Transcribe verbatim the span of lines that opens with the line containing "<h2>2 分<small>徒歩 · 150 m</small></h2>" and closes with the last line of the data below.
▼
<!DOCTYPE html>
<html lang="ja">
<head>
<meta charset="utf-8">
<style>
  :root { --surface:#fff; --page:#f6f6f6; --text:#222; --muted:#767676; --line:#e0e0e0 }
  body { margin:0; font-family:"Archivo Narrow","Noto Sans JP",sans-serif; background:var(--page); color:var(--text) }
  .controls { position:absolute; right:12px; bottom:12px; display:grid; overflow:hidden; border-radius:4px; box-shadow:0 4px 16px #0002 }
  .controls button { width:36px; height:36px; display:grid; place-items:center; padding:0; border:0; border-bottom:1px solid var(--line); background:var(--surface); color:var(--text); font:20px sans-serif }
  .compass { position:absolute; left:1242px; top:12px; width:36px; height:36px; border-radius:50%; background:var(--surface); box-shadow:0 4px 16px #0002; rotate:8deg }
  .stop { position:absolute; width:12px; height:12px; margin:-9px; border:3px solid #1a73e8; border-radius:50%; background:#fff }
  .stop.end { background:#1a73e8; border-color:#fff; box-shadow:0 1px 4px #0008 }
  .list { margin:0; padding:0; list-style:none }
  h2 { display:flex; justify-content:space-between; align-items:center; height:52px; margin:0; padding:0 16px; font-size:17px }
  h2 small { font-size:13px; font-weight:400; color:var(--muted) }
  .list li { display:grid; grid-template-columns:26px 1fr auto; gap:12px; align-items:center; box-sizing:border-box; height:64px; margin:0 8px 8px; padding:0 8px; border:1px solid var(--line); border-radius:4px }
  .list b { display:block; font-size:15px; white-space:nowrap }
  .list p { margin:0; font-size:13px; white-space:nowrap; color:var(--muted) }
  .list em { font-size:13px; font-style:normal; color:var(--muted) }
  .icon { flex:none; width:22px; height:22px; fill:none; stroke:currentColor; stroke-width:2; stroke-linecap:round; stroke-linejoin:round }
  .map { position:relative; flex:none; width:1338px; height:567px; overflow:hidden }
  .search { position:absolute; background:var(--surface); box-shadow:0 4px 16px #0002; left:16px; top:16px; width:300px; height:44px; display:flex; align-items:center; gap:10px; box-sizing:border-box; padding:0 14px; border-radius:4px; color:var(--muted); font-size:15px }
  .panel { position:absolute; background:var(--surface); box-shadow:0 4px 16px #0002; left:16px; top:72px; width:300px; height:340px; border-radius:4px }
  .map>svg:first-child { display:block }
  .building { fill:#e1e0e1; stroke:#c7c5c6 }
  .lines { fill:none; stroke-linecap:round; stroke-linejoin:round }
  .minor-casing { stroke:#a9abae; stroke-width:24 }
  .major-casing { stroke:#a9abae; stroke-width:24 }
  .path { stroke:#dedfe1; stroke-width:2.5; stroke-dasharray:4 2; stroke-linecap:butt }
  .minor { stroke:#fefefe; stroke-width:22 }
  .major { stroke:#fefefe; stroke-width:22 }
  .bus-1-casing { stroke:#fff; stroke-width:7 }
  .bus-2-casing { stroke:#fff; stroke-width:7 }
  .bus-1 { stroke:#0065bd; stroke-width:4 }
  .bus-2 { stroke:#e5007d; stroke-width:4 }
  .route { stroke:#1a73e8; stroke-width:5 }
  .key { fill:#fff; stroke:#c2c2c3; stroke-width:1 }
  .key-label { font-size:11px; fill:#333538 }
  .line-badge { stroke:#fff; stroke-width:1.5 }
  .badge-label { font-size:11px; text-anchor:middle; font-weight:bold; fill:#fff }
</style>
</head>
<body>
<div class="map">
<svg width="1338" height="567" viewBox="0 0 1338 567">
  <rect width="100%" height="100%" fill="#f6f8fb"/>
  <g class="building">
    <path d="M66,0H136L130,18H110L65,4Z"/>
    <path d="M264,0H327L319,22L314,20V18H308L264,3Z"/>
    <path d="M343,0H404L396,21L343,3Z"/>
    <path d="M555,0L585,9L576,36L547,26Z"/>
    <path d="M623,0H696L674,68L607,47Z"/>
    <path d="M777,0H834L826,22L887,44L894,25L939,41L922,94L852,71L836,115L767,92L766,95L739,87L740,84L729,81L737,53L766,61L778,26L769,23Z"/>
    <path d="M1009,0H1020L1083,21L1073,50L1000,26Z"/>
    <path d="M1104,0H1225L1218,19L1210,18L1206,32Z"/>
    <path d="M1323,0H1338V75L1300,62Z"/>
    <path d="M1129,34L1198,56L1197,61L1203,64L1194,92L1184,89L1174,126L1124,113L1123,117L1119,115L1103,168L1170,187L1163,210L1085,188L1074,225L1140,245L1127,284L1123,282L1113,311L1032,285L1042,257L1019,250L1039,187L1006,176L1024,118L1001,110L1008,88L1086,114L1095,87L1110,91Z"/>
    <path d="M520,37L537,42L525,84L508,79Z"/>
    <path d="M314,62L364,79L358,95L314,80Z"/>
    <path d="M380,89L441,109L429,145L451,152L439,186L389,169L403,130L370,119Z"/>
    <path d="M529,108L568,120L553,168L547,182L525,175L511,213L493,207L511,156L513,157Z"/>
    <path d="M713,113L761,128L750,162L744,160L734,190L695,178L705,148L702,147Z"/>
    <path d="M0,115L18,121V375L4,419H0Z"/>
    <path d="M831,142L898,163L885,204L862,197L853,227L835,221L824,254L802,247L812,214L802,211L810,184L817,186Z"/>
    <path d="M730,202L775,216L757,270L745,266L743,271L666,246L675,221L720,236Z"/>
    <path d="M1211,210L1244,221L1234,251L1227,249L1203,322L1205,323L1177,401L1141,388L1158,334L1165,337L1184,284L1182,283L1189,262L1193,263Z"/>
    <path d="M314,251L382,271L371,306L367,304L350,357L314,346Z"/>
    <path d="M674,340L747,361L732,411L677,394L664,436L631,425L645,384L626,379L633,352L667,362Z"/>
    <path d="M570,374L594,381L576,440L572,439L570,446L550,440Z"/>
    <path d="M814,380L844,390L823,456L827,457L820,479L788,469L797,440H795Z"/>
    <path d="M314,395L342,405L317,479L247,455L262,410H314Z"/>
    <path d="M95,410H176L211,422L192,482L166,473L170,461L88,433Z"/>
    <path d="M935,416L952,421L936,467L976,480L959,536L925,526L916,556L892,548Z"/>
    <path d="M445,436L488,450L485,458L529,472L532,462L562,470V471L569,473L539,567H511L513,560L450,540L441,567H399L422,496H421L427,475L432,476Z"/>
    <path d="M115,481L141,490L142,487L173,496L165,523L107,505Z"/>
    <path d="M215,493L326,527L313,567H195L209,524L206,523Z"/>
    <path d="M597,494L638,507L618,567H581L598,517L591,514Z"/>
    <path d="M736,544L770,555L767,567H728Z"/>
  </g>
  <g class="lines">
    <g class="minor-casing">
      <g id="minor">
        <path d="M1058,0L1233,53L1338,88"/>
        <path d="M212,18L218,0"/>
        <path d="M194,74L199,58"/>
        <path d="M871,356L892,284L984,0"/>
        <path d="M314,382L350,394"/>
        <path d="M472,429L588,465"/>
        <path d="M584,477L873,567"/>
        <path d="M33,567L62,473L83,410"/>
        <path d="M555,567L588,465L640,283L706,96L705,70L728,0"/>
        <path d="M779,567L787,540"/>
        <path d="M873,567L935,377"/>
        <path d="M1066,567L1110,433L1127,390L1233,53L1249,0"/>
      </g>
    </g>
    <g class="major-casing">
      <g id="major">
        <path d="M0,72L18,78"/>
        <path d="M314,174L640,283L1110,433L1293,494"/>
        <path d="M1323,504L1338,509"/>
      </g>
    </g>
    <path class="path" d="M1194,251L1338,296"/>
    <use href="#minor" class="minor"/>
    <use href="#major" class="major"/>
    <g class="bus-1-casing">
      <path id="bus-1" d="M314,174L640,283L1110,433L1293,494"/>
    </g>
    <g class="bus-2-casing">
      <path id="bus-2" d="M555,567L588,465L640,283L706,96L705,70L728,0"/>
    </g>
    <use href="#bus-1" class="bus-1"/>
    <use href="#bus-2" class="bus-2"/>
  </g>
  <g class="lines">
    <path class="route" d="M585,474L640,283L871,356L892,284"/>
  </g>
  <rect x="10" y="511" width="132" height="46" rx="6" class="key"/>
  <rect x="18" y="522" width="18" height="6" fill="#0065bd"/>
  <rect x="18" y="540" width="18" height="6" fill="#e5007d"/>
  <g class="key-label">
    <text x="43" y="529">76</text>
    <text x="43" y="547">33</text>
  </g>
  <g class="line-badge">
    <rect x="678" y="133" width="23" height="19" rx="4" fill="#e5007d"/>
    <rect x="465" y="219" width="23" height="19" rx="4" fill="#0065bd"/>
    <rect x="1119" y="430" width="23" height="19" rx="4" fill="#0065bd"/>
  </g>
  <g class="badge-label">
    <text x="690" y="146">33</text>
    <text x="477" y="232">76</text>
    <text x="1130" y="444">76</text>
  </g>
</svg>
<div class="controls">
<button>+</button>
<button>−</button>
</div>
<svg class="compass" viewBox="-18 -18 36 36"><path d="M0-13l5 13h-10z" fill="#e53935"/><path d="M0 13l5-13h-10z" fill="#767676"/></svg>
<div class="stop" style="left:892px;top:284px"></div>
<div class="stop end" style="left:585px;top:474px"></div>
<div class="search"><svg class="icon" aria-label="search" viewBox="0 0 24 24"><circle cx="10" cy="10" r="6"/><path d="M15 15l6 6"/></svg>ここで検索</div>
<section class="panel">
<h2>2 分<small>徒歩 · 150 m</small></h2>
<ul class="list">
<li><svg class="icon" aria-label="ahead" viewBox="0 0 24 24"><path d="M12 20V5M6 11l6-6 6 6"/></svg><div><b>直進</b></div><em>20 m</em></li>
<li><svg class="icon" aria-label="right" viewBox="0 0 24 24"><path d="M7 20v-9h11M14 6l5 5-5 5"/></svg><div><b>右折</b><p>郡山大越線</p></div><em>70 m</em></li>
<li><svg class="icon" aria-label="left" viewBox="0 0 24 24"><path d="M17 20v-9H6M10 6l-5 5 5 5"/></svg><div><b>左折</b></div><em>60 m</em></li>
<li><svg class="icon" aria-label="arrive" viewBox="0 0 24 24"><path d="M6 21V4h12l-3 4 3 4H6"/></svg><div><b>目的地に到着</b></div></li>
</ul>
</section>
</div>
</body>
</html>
▲
**Written answer:**
<h2>2 分<small>徒歩 · 150 m</small></h2>
<ul class="list">
<li><svg class="icon" aria-label="ahead" viewBox="0 0 24 24"><path d="M12 20V5M6 11l6-6 6 6"/></svg><div><b>直進</b></div><em>20 m</em></li>
<li><svg class="icon" aria-label="right" viewBox="0 0 24 24"><path d="M7 20v-9h11M14 6l5 5-5 5"/></svg><div><b>右折</b><p>郡山大越線</p></div><em>70 m</em></li>
<li><svg class="icon" aria-label="left" viewBox="0 0 24 24"><path d="M17 20v-9H6M10 6l-5 5 5 5"/></svg><div><b>左折</b></div><em>60 m</em></li>
<li><svg class="icon" aria-label="arrive" viewBox="0 0 24 24"><path d="M6 21V4h12l-3 4 3 4H6"/></svg><div><b>目的地に到着</b></div></li>
</ul>
</section>
</div>
</body>
</html>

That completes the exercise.